I sort of took that for granted because of it being table stakes for using the FBA correctly.

There’s no reason why I should need to provide an intermediate location for the FBA itself to live. That could be elided, and it would go on the stack, without a way to reference it, which I don’t happen to need.

There’s no “footgun” between the three-line and the two-line version of the code, the only difference is that Zig doesn’t happen to recognize what’s going on, yet. It easily could.

This is an extension of what I was describing by a single line, yes. It happens that doing this is useless, because you can’t continue to use the allocator, but that’s the only difference.

That was my central point, in fact. Specifically, I think the RLS calculation should be able to take into consideration the use of a value as mutable. If it’s legal to make that value a var, then it should cast it to one.

It might be worth revisiting that decision, though. If the RLS system is flexible enough to default to const but cast to var if the result demands it, then the var version isn’t going anywhere but the stack. The const one can be put anywhere, although I can’t imagine that actually applying to this example.
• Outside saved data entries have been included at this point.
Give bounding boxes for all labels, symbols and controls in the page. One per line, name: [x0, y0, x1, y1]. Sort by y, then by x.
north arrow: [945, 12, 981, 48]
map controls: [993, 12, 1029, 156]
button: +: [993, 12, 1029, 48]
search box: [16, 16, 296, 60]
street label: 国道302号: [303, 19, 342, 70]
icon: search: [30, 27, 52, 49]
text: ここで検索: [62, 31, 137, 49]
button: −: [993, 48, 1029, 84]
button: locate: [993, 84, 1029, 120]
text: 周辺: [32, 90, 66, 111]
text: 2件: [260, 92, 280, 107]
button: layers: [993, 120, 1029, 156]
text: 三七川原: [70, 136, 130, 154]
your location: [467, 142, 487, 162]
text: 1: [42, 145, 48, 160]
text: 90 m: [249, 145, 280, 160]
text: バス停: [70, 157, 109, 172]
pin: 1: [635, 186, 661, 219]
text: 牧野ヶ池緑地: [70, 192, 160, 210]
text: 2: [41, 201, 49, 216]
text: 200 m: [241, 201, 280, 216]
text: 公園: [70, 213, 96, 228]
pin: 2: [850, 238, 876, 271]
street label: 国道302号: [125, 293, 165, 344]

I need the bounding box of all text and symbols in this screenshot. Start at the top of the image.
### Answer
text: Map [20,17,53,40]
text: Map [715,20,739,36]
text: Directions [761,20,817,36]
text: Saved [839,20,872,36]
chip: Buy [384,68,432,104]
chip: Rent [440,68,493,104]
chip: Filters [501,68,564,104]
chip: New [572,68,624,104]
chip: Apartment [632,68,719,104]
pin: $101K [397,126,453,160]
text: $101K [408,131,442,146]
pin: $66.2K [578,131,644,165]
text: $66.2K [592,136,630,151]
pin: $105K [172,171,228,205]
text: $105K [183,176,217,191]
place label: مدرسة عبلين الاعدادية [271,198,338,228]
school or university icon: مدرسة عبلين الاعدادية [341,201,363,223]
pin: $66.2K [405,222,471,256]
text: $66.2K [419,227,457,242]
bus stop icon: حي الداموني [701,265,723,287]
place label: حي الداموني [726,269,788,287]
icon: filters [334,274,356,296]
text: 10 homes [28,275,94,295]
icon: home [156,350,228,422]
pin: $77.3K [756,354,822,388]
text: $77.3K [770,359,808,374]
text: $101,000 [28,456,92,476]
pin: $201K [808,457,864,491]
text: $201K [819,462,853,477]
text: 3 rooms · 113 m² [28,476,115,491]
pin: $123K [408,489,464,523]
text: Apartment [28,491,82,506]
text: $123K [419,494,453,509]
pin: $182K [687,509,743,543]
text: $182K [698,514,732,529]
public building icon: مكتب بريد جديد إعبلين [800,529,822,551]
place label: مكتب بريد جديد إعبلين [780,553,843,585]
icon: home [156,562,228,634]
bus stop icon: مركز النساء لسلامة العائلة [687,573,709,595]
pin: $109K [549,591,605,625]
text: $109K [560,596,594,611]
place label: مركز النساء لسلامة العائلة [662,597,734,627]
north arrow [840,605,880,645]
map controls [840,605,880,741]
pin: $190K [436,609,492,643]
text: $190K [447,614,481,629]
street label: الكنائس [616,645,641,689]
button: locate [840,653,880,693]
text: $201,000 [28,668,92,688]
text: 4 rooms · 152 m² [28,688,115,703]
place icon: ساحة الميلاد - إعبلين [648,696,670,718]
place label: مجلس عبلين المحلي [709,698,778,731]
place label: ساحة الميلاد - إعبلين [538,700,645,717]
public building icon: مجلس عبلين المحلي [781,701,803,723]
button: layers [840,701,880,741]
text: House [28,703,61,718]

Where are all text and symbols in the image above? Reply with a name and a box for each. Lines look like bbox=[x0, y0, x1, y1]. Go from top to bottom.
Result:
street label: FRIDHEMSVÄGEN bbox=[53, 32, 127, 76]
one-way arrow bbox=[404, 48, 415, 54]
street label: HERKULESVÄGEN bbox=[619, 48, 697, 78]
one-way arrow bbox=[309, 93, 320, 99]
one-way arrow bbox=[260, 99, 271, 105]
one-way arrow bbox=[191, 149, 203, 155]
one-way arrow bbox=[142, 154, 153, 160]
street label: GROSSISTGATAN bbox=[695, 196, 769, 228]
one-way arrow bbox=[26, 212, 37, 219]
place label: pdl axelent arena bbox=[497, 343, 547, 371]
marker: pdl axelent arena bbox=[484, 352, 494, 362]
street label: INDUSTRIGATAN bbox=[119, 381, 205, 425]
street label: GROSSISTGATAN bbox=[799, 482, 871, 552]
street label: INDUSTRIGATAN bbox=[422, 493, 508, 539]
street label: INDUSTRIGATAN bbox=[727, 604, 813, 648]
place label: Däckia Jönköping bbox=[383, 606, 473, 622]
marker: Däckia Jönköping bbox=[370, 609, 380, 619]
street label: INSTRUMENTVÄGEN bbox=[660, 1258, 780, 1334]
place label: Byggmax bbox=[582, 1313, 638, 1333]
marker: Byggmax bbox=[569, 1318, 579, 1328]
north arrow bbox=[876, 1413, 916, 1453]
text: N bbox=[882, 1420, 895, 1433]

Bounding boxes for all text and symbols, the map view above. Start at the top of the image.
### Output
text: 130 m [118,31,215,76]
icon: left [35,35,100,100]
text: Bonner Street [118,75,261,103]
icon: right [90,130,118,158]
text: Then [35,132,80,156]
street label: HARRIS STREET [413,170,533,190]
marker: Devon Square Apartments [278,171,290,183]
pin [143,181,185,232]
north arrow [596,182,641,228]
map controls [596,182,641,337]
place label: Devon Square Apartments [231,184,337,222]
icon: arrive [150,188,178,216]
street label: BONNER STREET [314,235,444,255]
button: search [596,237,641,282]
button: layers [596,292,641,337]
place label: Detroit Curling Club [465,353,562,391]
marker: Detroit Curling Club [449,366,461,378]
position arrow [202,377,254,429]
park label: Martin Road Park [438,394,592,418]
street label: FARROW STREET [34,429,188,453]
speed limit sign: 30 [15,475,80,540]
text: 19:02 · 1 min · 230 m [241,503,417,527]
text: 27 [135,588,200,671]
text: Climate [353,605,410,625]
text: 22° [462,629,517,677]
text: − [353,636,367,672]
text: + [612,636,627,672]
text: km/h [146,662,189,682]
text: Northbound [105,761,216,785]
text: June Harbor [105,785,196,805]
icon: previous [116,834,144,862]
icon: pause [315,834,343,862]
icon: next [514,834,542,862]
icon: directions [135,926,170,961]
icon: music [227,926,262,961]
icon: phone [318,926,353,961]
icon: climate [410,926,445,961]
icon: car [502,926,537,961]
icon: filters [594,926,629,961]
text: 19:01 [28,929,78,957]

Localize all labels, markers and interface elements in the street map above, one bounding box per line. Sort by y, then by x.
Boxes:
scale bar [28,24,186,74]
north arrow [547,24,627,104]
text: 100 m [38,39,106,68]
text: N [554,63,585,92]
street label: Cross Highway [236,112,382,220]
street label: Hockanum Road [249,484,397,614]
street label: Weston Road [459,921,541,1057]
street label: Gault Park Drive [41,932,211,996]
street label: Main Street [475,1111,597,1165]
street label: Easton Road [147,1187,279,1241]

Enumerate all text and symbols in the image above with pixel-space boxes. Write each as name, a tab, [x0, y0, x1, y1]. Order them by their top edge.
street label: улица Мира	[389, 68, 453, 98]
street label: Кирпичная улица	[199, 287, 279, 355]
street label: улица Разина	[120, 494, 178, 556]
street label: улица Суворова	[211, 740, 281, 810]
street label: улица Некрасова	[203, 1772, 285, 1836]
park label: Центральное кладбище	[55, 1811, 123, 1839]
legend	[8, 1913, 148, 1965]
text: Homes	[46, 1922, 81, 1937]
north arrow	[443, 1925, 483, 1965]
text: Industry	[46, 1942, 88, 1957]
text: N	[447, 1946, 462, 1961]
Zig isn’t a garbage collected language, so if a method chain produced some mutable temporaries, we know they aren’t getting GC’d upon because of a lack of assignment to a variable. So there’s nowhere else to put them other than on the stack. I don’t see a compelling reason why there can’t be stack allocations without a symbol pointing to that allocation. It isn’t “hidden” if it’s a clear consequence of the code.

Those would have the same scope as everything around them. In the example I gave this would create no new problems.